MICHELSTADT (ALEMANIA)

ENERO DE 1933.

Al final de la temporada, solo unas semanas después de la partida de Bachman y Elise, Rahn cerró el Des Marronniers y, con el último recibo en la mano, volvió a Alemania. Dejó varias cuentas sin pagar detrás, pero no le importaba, no tenía intención de regresar.

Sabía que todavía podía conseguir trabajo enseñando idiomas en alguna escuela profesional, aunque no era un trabajo de verdad y estaba harto de él. Quería…, no sabía lo que quería, así que se fue a casa. Sus padres notaron enseguida el cambio que se había producido en él. Estaban preocupados, pero se callaron durante un tiempo.

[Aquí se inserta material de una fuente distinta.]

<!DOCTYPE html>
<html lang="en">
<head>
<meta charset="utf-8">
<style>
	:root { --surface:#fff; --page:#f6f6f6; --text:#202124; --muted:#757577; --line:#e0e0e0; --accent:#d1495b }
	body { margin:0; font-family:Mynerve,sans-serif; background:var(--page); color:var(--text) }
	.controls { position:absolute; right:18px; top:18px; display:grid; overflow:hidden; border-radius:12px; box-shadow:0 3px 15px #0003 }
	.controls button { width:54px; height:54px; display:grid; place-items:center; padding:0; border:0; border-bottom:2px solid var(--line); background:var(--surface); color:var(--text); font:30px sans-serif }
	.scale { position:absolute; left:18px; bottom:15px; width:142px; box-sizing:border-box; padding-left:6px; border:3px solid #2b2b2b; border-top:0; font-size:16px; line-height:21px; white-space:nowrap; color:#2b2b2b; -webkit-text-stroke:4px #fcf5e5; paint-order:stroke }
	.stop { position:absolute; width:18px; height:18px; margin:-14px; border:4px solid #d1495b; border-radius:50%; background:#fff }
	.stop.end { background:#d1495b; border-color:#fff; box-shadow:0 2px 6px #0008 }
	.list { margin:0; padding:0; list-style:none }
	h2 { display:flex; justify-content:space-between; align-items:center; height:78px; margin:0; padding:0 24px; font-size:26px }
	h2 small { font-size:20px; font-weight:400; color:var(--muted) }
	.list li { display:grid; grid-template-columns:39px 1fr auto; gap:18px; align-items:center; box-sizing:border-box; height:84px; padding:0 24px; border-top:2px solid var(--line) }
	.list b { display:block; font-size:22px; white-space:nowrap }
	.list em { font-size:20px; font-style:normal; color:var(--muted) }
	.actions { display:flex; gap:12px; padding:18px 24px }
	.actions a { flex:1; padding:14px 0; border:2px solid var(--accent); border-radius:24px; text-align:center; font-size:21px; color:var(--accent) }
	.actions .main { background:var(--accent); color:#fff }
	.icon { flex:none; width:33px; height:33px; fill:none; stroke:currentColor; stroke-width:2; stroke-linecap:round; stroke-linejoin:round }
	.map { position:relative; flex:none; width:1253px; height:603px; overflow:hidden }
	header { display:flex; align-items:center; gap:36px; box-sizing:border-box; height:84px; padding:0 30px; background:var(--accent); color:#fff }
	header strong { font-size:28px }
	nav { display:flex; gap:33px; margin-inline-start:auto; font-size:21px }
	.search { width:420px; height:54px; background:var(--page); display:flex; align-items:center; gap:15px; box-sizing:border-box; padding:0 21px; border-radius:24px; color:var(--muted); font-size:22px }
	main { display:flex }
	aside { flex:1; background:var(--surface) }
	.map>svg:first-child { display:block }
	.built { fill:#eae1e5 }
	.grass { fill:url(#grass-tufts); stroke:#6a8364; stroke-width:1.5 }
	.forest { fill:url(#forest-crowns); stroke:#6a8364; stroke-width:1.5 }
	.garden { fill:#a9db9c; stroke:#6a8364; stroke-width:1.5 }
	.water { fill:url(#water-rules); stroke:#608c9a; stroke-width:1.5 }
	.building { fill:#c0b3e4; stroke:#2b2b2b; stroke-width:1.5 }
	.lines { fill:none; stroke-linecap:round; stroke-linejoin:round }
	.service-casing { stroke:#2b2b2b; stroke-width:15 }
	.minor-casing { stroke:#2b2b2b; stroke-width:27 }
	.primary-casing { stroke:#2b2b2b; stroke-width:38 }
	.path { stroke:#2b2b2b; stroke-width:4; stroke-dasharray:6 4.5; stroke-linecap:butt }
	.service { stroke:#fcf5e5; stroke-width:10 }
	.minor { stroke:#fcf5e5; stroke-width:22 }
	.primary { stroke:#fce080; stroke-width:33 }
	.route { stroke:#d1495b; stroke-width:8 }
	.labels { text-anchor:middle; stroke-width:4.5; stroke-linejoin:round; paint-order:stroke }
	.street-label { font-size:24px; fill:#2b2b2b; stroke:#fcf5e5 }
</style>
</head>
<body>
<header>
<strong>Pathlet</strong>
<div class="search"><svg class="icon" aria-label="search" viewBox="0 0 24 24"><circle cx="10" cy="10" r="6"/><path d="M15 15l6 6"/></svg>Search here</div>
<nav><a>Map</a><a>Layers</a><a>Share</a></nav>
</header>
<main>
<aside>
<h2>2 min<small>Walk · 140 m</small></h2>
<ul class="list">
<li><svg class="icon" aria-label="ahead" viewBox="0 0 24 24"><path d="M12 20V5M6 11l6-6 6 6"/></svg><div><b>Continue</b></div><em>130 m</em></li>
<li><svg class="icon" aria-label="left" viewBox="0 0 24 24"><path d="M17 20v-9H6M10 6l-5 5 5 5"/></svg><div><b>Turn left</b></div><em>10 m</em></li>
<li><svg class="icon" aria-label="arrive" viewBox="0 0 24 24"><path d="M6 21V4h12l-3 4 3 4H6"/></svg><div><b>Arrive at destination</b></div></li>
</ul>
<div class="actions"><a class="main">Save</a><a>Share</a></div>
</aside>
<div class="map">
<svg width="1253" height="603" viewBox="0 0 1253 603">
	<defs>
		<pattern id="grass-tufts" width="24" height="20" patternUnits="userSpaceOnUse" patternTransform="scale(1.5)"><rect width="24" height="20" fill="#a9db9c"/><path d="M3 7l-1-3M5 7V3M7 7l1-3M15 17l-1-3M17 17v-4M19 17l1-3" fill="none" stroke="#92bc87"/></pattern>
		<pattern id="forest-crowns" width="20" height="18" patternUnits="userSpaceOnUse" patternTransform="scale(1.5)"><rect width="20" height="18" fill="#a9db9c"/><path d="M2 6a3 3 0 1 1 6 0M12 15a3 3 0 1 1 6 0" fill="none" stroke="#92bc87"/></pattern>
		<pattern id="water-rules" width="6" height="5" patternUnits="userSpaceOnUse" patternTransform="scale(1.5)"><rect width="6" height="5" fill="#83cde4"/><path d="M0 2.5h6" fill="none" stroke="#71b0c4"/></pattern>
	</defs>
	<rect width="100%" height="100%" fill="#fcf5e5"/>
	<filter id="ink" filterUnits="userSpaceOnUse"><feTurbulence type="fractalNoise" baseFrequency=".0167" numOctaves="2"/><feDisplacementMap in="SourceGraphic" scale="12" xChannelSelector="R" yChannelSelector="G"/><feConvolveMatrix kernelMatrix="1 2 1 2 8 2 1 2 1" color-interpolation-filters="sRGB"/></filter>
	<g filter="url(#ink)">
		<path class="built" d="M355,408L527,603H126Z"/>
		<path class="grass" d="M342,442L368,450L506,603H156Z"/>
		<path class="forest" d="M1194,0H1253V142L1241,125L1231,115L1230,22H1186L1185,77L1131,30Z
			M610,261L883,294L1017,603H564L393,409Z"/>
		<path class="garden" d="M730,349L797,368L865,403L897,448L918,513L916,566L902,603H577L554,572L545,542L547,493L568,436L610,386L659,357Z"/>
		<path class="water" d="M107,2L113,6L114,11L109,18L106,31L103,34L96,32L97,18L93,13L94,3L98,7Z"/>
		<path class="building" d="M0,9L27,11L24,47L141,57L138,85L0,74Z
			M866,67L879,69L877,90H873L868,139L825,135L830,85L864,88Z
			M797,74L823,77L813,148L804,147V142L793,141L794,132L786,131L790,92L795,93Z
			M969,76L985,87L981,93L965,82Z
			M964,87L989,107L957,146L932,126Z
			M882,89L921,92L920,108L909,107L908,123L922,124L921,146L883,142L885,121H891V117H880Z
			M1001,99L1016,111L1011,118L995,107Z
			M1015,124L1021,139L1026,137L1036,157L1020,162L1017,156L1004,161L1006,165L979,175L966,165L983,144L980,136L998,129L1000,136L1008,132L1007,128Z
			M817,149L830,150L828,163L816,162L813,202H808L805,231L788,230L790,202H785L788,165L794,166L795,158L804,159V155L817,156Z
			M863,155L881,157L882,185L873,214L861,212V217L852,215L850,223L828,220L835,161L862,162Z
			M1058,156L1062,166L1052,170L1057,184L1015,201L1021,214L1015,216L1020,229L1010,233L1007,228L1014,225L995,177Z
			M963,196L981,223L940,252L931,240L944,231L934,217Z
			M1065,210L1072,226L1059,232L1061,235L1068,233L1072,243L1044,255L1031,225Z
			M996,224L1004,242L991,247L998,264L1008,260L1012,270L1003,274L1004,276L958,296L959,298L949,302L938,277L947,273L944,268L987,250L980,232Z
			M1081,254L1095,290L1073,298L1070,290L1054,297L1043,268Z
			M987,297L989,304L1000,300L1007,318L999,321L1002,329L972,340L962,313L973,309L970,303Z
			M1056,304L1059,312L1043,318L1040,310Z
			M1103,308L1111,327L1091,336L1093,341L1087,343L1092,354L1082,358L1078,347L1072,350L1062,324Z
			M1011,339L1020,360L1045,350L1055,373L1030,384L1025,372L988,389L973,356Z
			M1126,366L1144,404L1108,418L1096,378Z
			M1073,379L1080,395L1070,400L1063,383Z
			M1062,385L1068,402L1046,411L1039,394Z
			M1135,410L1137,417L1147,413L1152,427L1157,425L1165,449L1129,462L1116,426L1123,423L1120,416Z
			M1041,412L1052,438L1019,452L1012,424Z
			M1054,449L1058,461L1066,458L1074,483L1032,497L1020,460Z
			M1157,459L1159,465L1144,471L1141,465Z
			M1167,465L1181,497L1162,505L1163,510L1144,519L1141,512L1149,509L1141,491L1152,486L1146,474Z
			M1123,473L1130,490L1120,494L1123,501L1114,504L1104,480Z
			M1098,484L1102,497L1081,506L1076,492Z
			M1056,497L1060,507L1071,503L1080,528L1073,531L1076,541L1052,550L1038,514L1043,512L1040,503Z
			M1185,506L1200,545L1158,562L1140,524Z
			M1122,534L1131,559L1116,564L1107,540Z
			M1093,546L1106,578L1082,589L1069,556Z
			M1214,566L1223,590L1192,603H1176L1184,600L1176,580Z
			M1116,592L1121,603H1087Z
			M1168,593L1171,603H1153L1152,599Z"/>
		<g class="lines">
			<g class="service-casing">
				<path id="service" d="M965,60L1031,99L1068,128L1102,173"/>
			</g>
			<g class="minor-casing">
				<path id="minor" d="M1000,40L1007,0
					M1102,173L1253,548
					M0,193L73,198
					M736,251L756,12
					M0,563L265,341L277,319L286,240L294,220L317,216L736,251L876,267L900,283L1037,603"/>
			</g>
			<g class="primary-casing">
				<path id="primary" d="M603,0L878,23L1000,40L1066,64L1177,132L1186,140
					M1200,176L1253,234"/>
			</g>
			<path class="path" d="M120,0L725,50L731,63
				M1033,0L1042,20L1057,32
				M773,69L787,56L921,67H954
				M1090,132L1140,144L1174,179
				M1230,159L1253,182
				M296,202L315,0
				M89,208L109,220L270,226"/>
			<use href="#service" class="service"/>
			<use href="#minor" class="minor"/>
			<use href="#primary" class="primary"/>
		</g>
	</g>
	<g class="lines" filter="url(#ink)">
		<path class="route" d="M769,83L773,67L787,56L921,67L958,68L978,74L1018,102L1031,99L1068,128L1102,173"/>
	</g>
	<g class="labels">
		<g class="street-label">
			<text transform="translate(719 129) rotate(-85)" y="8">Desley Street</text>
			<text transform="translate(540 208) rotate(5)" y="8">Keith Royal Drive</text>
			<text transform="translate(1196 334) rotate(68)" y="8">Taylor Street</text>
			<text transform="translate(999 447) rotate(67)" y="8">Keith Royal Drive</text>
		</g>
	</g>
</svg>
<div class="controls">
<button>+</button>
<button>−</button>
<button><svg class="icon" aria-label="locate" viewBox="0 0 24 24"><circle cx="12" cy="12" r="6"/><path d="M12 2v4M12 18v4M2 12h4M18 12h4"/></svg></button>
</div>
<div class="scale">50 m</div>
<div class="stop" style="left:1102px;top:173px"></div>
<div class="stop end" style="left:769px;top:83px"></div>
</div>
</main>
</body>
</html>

Finalmente, su padre llegó al límite de su resistencia después de unas cuantas semanas de actitud huraña y le dijo a su hijo:

—¡Ya tienes casi treinta años, Otto! ¿Qué piensas hacer con tu vida?

A pesar de todos los sueños y ambiciones del año anterior, solo pudo responder que no lo sabía.

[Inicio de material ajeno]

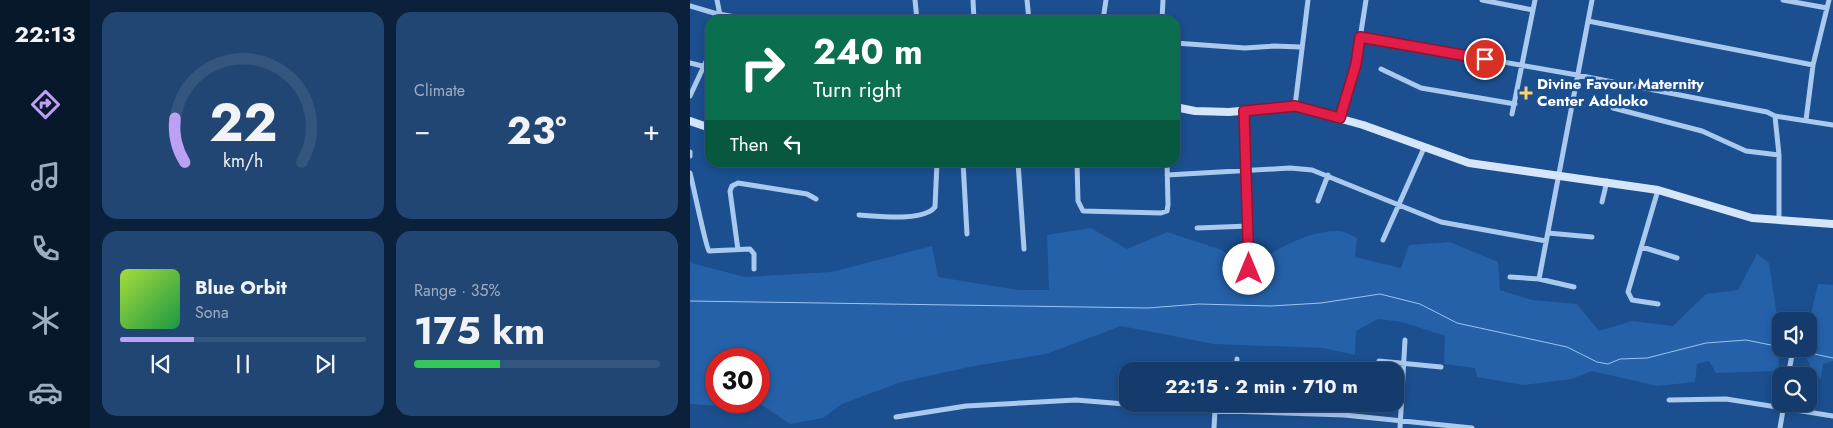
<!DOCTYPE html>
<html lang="en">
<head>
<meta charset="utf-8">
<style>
	body { margin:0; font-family:Jost,sans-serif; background:#214673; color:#f1f3f6; height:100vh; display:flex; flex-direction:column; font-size:19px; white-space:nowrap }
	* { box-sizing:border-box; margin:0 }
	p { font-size:16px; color:#9dadc1 }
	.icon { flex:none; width:28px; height:28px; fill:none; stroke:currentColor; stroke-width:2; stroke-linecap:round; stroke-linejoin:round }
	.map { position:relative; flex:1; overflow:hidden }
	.drawer { display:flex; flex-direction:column; gap:12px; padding:12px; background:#0b203b; width:600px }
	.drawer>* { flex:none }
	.hud { position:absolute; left:15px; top:15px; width:475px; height:152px; border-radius:15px; box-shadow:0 2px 8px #0003,0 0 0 1px #33557e; background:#0b6e4f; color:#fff; overflow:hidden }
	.buttons { position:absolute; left:1082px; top:312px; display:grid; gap:10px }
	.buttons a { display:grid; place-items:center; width:45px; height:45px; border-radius:10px; background:#143b6b; box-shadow:0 2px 8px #0003,0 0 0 1px #33557e; font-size:25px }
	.speed { position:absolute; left:15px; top:348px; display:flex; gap:10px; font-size:25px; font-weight:700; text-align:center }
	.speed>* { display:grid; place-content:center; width:65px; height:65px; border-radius:50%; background:#143b6b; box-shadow:0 2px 8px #0003,0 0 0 1px #33557e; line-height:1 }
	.speed .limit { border:8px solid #d22; background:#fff; color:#111 }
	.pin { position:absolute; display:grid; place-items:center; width:42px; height:42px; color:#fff; margin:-21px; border:2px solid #fff; border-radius:50%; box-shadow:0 1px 5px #0007 }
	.me { position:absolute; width:55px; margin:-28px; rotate:0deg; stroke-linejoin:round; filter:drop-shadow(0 0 4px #0008) }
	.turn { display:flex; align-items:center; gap:18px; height:105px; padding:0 25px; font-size:22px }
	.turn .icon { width:65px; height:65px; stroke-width:2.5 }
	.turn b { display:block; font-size:35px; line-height:42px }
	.then { display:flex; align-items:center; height:48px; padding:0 25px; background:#0003; gap:10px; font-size:19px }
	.big { font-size:38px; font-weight:700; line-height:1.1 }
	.drawer .tile { flex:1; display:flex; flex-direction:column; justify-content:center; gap:8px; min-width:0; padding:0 18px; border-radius:15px; background:#214673 }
	.drawer .dial { align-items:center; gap:0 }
	.dial svg { height:130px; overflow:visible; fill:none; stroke:#33557e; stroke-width:7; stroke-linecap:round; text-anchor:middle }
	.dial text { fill:#f1f3f6; stroke:none }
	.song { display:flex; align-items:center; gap:15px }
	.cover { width:60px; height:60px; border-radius:8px; background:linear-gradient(135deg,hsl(80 70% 55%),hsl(140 70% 35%)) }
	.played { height:5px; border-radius:2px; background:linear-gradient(90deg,#bca0f2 30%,#33557e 30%) }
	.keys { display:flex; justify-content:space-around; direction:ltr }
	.heat { display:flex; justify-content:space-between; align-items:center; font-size:28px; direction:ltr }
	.charge { height:8px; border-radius:4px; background:linear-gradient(90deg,#34c759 35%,#33557e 0) }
	.drawer .tiles { flex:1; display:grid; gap:12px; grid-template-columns:repeat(2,1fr) }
	.trip { position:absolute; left:429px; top:362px; width:285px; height:50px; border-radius:15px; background:#143b6b; box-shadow:0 2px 8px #0003,0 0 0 1px #33557e; font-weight:700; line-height:50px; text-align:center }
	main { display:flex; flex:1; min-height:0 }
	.tabs { display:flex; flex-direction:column; width:90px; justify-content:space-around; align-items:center; background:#08182b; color:#9dadc1 }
	.tabs .icon { width:35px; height:35px }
	.tabs .on { color:#bca0f2 }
	.tabs b { font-size:22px; color:#f1f3f6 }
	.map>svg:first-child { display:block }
	.green { fill:#2461a8 }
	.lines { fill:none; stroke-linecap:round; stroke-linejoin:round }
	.stream { stroke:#9cc4f0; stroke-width:1 }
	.street { stroke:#a9c9ee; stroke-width:5 }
	.secondary { stroke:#d6e6fa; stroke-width:8 }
	.route-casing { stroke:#92132f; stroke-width:12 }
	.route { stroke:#e11d48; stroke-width:9 }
	.poi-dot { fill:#ffd166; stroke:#1b4f8f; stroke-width:2 }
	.labels { text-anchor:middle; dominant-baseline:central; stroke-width:5; stroke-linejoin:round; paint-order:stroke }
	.poi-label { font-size:15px; font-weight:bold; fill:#fff; stroke:#1b4f8f; text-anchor:start }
</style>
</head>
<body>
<main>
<nav class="tabs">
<b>22:13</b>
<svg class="icon on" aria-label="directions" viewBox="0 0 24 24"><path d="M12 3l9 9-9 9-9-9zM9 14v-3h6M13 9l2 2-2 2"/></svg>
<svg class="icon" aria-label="music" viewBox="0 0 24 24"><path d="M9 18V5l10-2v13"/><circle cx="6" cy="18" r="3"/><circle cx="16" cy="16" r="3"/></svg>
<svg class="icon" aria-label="phone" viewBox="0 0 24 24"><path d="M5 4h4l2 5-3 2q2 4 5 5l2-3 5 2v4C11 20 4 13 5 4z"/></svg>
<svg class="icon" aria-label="climate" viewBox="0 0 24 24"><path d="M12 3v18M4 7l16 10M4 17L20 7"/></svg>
<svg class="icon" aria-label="car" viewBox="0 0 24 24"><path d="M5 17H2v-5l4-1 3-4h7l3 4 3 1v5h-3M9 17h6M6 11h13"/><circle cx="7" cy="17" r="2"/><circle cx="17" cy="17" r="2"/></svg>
</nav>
<section class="drawer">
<div class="tiles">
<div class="tile dial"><svg viewBox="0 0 100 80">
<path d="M14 69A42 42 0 1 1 86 69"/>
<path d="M14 69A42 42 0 0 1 8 42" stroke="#bca0f2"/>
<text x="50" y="56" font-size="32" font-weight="700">22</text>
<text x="50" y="72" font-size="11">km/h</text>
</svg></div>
<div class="tile"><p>Climate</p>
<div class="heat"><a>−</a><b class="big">23°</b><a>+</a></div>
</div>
<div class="tile">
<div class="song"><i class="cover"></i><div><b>Blue Orbit</b><p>Sona</p></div></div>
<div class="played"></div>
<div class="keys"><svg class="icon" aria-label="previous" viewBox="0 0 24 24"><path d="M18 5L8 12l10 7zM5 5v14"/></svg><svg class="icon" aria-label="pause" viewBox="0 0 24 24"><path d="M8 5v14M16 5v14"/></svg><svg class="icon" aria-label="next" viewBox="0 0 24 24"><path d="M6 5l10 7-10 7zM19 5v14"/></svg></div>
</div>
<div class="tile"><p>Range · 35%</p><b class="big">175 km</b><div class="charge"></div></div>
</div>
</section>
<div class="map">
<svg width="1143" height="428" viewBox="0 0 1143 428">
	<rect width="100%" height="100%" fill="#1b4f8f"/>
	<path class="green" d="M401,228L437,249L477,232L532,250L554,268C583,253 615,230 649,231C655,231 662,236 667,238L665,257L711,268L719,245L760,242L808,262L810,290L842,300L887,304L909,331L942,321L983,326L1016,294L1048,290L1067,254L1079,263L1089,330L1091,331L1088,371L1026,373L1019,361L1007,364L1005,382L967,386L902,371L881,379L833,385L787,377L785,368L754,364L755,336L712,322L688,319L666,331L665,355L633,348L524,344L431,326L356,354L279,367L211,382L152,404L133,418L100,424L66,401H69V359H26V401H42L28,406L0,404V260L1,263L55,277L141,272L242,246L248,277L328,290H359L357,235Z
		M1128,284L1143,285V361L1133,364L1131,379L1120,366L1113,349H1119V322Z"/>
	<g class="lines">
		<path class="stream" d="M0,301L458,308L509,304L581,306L631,303L690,294L730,304L767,323L877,347L907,362L918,364L930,359L957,358L1016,343L1056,340L1091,347
			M1101,349L1143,358"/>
		<path class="street" d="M27,0L31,20
			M225,0L227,20
			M283,0L284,20
			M337,0L339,20
			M792,0L843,10
			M1093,0L1137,8
			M0,6L24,13L61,20
			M413,20L416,0
			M472,20L473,0
			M898,21L1123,65
			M670,37L887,75L1077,112L1085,116L1143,125
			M485,43L555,48L584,46L610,47
			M0,63L20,68
			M691,69L731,88L825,104
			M0,96L20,53
			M605,106L618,0
			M923,108L1012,131L1056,151L1089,155
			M554,111L559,269
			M822,114L845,0
			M1085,116L1089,155V219
			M650,118L666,64L676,0
			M1116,120L1123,65L1139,0
			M0,152V156
			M273,162L277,234
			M328,162L334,249
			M387,162L388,201L393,211L471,213L477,211L478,205L477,162
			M0,173C3,184 16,248 19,251L60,249L64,254V269
			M477,175L600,168L622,170L751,222L856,241
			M628,201L638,175
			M912,202L917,181
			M169,215C188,216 233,222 245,207L247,162
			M507,228L559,226
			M858,233L902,237
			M693,240L734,148
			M952,247L987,258
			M48,250L40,191L42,186L48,183L117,194L126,199
			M820,277L849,279L884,287
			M849,279L902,0
			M968,304L942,300L938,292L968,190
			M689,361L751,367
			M546,371L547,359
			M1098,376L1102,355
			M979,400L1036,399L1143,416
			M206,417L276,406L386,400L508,410L654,415L782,428
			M524,428L525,410
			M710,428L715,340
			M1090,428L1094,404"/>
		<path class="secondary" d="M485,107L505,111L539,112L605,106L673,125L779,163L968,190L1062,218L1143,224
			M0,121L20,128"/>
	</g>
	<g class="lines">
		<defs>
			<path id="route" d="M559,269L554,111L605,106L650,118L666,64L670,37L795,59"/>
		</defs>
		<use href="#route" class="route-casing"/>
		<use href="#route" class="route"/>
	</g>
	<path class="poi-dot" d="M833.5 85.5h5v5h5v5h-5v5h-5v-5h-5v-5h5z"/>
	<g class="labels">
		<g class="poi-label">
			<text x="847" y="84">Divine Favour Maternity<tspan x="847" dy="17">Center Adoloko</tspan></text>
		</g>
	</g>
</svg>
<div class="buttons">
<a><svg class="icon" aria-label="sound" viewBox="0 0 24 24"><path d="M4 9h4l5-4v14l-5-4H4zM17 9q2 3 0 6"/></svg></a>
<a><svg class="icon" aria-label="search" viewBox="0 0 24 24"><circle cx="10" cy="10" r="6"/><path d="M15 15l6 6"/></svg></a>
</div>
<div class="speed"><div class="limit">30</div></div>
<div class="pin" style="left:795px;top:59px;background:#d93025"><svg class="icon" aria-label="arrive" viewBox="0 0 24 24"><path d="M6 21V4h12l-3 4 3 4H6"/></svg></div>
<svg class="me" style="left:559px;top:269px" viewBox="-20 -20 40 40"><circle r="19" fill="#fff"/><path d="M0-13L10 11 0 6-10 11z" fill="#e11d48"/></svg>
<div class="trip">22:15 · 2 min · 710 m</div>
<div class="hud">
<div class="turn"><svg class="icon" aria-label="right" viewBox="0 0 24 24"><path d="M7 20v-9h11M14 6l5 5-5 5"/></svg><div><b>240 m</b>Turn right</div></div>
<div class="then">Then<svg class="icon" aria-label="left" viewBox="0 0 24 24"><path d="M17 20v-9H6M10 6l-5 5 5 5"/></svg></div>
</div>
</div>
</main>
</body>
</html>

—¡Dime que no piensas malgastar tu vida buscando tesoros enterrados!

—Eso se ha acabado.

—¡Eso esperaba! Hijo, en el mundo real, los hombres se ganan su fortuna. ¡No la desentierran!

—Lo sé.

Y era cierto. Al menos, eso lo había aprendido bien.

Una mañana, unos cuantos días después, se sentó y empezó a escribir. No habría sabido decir qué lo motivaba, porque sin duda no eran los comentarios de su padre. Sin embargo, más tarde Rahn comprendería que la pérdida y el vacío habían despertado en él el impulso de celebrar los últimos días de un mundo condenado, antes de que una guerra lo destrozase para siempre. Empezó con una descripción del cielo que se veía en el sur de Francia…, un azul que solo había visto en los Pirineos. Una página después siguió escribiendo, sin más.

Escribía durante muchas horas seguidas, dejando para después las notas y la investigación. Escribía no como el académico de formación que era, sino como un poeta. Obviamente, había fuentes y citas, no se trataba de un mundo de fantasía que no había existido, pero tampoco era el seco material de las páginas de historia. Estaba lleno de pasión, con un estilo que era síntesis de historia, poesía y pura indignación narrativa. Llamó a su libro Cruzada contra el grial sin tan siquiera decir lo que pensaba sobre la verdadera naturaleza del mismo. No se dedicó a especular sobre tesoros enterrados o el destino del grial, aquellos temas eran para otros escritores, gente que no hubiese empleado el tiempo necesario en averiguar la verdad. En vez de ello, dibujó retratos íntimos de la aristocracia, de sus aventuras amorosas, de intrigas políticas, de las condiciones económicas de las regiones y de la heroica ilustración que había bendecido a la tierra de los cataros, situándola por encima del resto de Europa en aquella época. Habló sobre la fe y el amor, y sobre caballeros que escribían poesía. Describió un mundo en el que los judíos no solo podían vivir libremente, sino que, además, enseñaban a los hijos de los cristianos y a nadie le parecía extraño. Habló sobre mujeres que eran sacerdotes y sobre amores que nunca se consumaban.

Describió la topografía, las cuevas infinitas bajo la sierra del Sabarthés y, por supuesto, todos los castillos cuyas ruinas salpicaban el accidentado paisaje del sur de Francia. Describió la lanza ensangrentada que había visto pintada en la Grotte de Lombrives, pero no especuló nada sobre ella, ni siquiera incluyó una teoría que la relacionara con el amor cortés y el deseo eterno del espíritu que parecía representar. Dibujó el mundo que amaba en sus últimas horas de vida y, aunque todo pasó cuando cayó la postrera fortaleza, hacía ya siglos, le daba la impresión de estar escribiendo una autobiografía.